I superstiti dei pensionati hanno diritto alla pensione di reversibilità, ma in alcuni casi la prestazione non può essere erogata. Per quale motivo?
La pensione di reversibilità è la prestazione che viene versata ai familiari superstiti di un pensionato iscritto presso una delle Gestioni previdenziali INPS. Ne hanno diritto il coniuge (o unito civilmente) e i figli del defunto e, in alcuni casi, i nipoti, i genitori e i fratelli e le sorelle superstiti. Ha lo scopo di assicurare a tali soggetti un reddito in seguito alla perdita della fonte di sostentamento causata dalla morte del pensionato.
L’ammontare della pensione di reversibilità varia a seconda del grado di parentela che i familiari avevano con il defunto e della composizione del nucleo familiare e corrisponde a una percentuale della pensione che percepiva l’assicurato. In particolare, al coniuge va il 60% della pensione del deceduto, se ci sono un coniuge e un figlio spetta l’80% e, infine, se c’è solo il coniuge e due o più figli spetta il 100% della pensione.
Non tutti i trattamenti pensionistici, però, assicurano il diritto alla pensione di reversibilità.

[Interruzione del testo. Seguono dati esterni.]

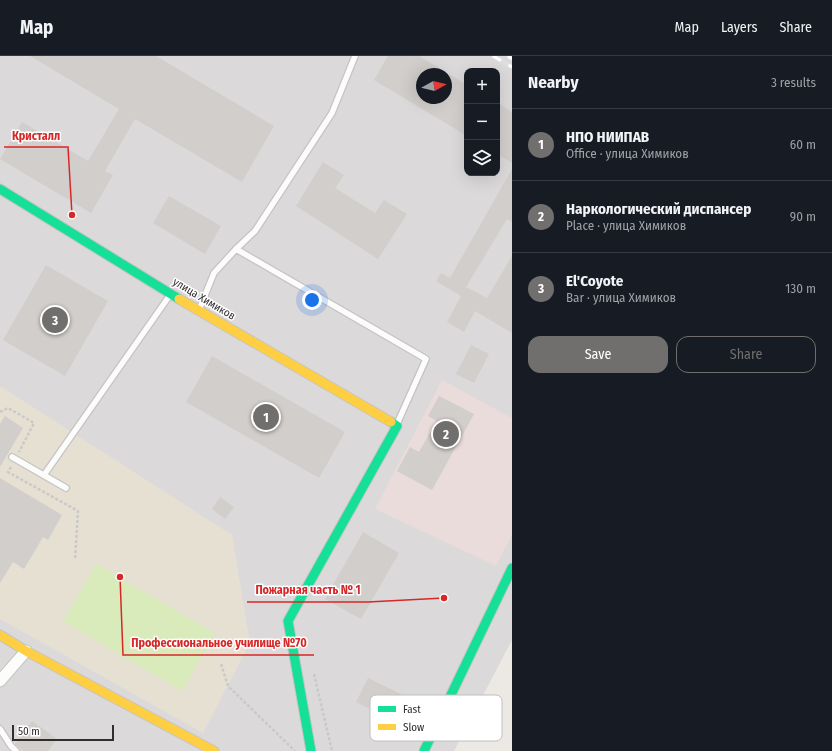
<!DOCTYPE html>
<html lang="en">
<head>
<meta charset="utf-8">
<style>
  body { margin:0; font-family:"Fira Sans Condensed",sans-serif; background:#20242c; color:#f1f3f6 }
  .controls { position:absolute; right:12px; top:12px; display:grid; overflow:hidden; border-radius:8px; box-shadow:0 4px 16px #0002 }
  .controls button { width:36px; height:36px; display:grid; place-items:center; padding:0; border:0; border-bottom:1px solid #363941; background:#171b24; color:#f1f3f6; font:20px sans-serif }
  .compass { position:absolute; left:416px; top:12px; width:36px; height:36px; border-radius:50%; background:#171b24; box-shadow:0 4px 16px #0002; rotate:82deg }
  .scale { position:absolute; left:12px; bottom:10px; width:102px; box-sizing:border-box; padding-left:4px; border:2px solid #2e2e2e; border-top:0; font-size:11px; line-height:14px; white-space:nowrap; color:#2e2e2e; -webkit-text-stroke:3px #fff; paint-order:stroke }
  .you { position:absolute; left:312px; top:244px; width:14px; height:14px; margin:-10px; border:3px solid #fff; border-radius:50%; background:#1a73e8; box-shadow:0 0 0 6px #1a73e833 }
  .badge { display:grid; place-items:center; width:26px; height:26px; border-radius:50%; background:#706f6e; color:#fff; font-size:13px; font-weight:700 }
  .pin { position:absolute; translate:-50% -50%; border:2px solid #fff; box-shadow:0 1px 4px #0006 }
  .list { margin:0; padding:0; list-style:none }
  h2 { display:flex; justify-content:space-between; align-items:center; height:52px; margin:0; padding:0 16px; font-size:17px }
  h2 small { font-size:13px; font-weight:400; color:#9ea1a6 }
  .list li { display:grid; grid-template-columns:26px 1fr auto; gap:12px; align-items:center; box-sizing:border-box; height:72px; padding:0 16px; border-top:1px solid #363941 }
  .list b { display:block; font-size:15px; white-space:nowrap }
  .list p { margin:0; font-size:13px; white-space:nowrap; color:#9ea1a6 }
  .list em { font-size:13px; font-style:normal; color:#9ea1a6 }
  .actions { display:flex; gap:8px; padding:12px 16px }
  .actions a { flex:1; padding:9px 0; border:1px solid #706f6e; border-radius:12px; text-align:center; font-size:14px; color:#706f6e }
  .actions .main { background:#706f6e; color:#fff }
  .icon { flex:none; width:22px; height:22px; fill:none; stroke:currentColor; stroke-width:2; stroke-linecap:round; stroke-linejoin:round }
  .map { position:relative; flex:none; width:512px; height:695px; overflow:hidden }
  header { display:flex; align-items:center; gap:24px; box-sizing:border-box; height:56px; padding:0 20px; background:#171b24; border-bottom:1px solid #363941 }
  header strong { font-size:19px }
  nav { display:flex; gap:22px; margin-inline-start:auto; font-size:14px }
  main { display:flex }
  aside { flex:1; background:#171b24 }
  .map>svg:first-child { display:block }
  .industrial { fill:#dcd9db; fill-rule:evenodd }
  .education { fill:#e6e0d3 }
  .medical { fill:#e9dcdb }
  .pitch { fill:#d9eabb }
  .building { fill:#d1cecb; fill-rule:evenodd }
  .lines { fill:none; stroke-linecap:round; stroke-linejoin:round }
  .lane-casing { stroke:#c5c4c5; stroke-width:8 }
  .street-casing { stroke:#c5c4c5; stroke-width:13 }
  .fast-casing { stroke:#c5c4c5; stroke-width:11 }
  .slow-casing { stroke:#c5c4c5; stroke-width:11 }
  .path { stroke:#c9c9c8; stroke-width:2.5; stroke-dasharray:3 2; stroke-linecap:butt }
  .lane { stroke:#fcfcfb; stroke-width:5.5 }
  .street { stroke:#fcfcfb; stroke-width:11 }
  .fast { stroke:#16e098; stroke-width:9 }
  .slow { stroke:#ffcf43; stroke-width:9 }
  .rail-casing { stroke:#dfdfe1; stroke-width:4.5 }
  .rail { stroke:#fff; stroke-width:3; stroke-dasharray:9; stroke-linecap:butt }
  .labels { text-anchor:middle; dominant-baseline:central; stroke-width:3; stroke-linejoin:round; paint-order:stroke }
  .street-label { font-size:11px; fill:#2e2e2e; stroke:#fff }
  .key { fill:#fff; stroke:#c0c0c0; stroke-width:1 }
  .key-label { font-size:11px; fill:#2e2e2e }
  .leader { fill:none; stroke:#d62828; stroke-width:1.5 }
  .callout-dot { fill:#d62828; stroke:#fff; stroke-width:1.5 }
  .callout-label { font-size:12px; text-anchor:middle; font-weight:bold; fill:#d62828; stroke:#fff; stroke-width:3; stroke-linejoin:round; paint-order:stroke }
</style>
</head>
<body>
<header>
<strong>Map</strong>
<nav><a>Map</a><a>Layers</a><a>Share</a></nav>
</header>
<main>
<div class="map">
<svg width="512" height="695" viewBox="0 0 512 695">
  <rect width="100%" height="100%" fill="#ece8e4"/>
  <path class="industrial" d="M0,0h512v584l-58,111h-454zM467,15h30v102h-30zM422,18h24v24h-24z"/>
  <polygon class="education" points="0,330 232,479 250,587 203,677 0,563"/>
  <polygon class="medical" points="442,324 512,362 512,479 496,510 375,453"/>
  <polygon class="pitch" points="96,508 215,577 182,635 63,565"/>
  <g class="building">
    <polygon points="30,0 156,0 274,70 242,126 135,63 105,115 113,119 91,157 0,103 22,66 88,105 119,53"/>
    <path d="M388,0h31l48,29v51l-93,-56zM422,18h24v24h-24z"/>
    <polygon points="497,47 512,56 512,107 497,98"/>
    <polygon points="323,106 344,119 335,132 375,157 384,144 407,158 378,203 296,150"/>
    <polygon points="512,113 512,166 507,163 466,231 487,242 512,200 512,277 475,255 464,276 447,266 461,240 436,225 441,217 450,222"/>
    <polygon points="169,140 221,170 205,198 153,167"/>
    <polygon points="46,209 108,245 65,320 3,284"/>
    <polygon points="471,289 489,298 474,327 456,318"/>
    <polygon points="212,300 345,376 319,422 186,346"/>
    <polygon points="439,340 474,358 432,434 397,415 410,391 419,396 437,365 428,360"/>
    <polygon points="5,360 23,372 0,411 0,368"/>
    <polygon points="0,422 62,459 48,484 43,481 24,513 13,506 0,527"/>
    <polygon points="220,441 234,451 225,463 212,453"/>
    <polygon points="363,476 399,497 361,563 325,543"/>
    <polygon points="368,622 405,640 393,665 356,646"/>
    <polygon points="32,665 57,683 48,695 23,695 15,688"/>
  </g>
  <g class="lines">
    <g class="lane-casing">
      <g id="lane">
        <polyline points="236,193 255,175 332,57 355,0"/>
        <polyline points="199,254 214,217 236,193 426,303 397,368"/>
        <polyline points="12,401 66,432"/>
        <polyline points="44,419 170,239"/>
        <polyline points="0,673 11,690 16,695"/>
      </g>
    </g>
    <g class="street-casing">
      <polyline id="street" points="0,625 26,595"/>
    </g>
    <g class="fast-casing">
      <g id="fast">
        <polyline points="0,133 179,243"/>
        <polyline points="311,695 288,565 397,370 391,366"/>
        <polyline points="424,695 512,512"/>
      </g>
    </g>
    <g class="slow-casing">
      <g id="slow">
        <polyline points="179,243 391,366"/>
        <polyline points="0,579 26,595 214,695"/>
      </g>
    </g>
    <g class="path">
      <polyline points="0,356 8,352 34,367 19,396"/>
      <polyline points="11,411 8,416 78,455 75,504"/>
      <polyline points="221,608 228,630 295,695"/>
      <polyline points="314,618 332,695"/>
    </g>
    <use href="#lane" class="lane"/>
    <use href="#street" class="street"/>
    <use href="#fast" class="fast"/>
    <use href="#slow" class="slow"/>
    <g class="rail-casing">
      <g id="rail">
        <polyline points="493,0 512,11"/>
        <polyline points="508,0 512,3"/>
      </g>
    </g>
    <use href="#rail" class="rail"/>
  </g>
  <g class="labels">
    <g class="street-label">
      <text transform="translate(204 243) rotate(31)">улица Химиков</text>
    </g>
  </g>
  <rect x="370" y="639" width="132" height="46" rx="6" class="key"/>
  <rect x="378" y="650" width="18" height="6" fill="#16e098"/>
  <rect x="378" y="668" width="18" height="6" fill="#ffcf43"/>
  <g class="key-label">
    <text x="403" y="657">Fast</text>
    <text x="403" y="675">Slow</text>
  </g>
  <path class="leader" d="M72 159L68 91H4M444 542L368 546H247M120 521L123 599H314"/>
  <g class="callout-dot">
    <circle cx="72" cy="159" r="4"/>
    <circle cx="444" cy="542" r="4"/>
    <circle cx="120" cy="521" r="4"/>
  </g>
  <g class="callout-label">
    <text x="36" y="84">Кристалл</text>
    <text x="308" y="538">Пожарная часть № 1</text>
    <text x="219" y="591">Профессиональное училище №70</text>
  </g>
</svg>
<div class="controls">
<button>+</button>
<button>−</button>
<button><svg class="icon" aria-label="layers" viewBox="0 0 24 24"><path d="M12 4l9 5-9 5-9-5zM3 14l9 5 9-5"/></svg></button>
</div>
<svg class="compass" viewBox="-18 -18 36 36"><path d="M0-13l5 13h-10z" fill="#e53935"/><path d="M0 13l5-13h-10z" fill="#9ea1a6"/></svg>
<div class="scale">50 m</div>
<div class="you"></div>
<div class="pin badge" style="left:266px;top:361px">1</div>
<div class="pin badge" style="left:446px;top:378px">2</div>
<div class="pin badge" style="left:55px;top:264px">3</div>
</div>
<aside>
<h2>Nearby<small>3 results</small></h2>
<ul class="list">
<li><span class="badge">1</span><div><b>НПО НИИПАВ</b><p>Office · улица Химиков</p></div><em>60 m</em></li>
<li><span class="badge">2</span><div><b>Наркологический диспансер</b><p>Place · улица Химиков</p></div><em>90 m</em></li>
<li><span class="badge">3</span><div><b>El'Coyote</b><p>Bar · улица Химиков</p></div><em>130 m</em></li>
</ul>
<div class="actions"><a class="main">Save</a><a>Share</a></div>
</aside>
</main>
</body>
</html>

C’è una particolare prestazione che non consente ai familiari superstiti di presentare richiesta per la reversibilità in caso di decesso del beneficiario. Di quale si tratta? Scopriamolo.
Rinuncia alla pensione di reversibilità per chi percepisce questo sussidio: cosa spetta ai superstiti?
Esiste un trattamento che non è reversibile ai superstiti, perché non si tratta di una pensione vera e propria. Consiste, infatti, nel versamento temporaneo di un’indennità da parte dell’INPS ad alcune categorie di contribuenti che vivono condizioni di disagio economico o sociale, ad esempio disoccupati, caregivers, invalidi.
Stiamo parlando dell’Ape Sociale, il sussidio che viene riconosciuto a chi ha 63 anni e 5 mesi di età e almeno 30 anni di contribuzione e che, al raggiungimento dei 67 anni di età, si trasforma in pensione di vecchiaia. Ma cosa succede nell’ipotesi di decesso del beneficiario?
I familiari superstiti non possono ottenere la reversibilità, ma la cd. pensione indiretta. Si tratta dell’assegno a cui hanno diritto i familiari superstiti di un assicurato INPS che non era ancora titolare di pensione diretta e che aveva versato un determinato numero di contributi.
È, tuttavia, necessario che l’assicurato deceduto abbia maturato almeno 15 anni di anzianità assicurativa e contributiva (o 780 contributi settimanali) oppure 5 anni di anzianità assicurativa e contributiva (o 260 contributi settimanali), dei quali almeno 3 anni (o 156 contributi settimanali) nel quinquennio precedente la data del decesso. Per ottenere la pensione indiretta, gli aventi diritto devono inviare la relativa richiesta all’INPS; l’Istituto, poi, calcolerà l’ammontare del sussidio in base ai contributi accreditati e all’età dell’assicurato defunto.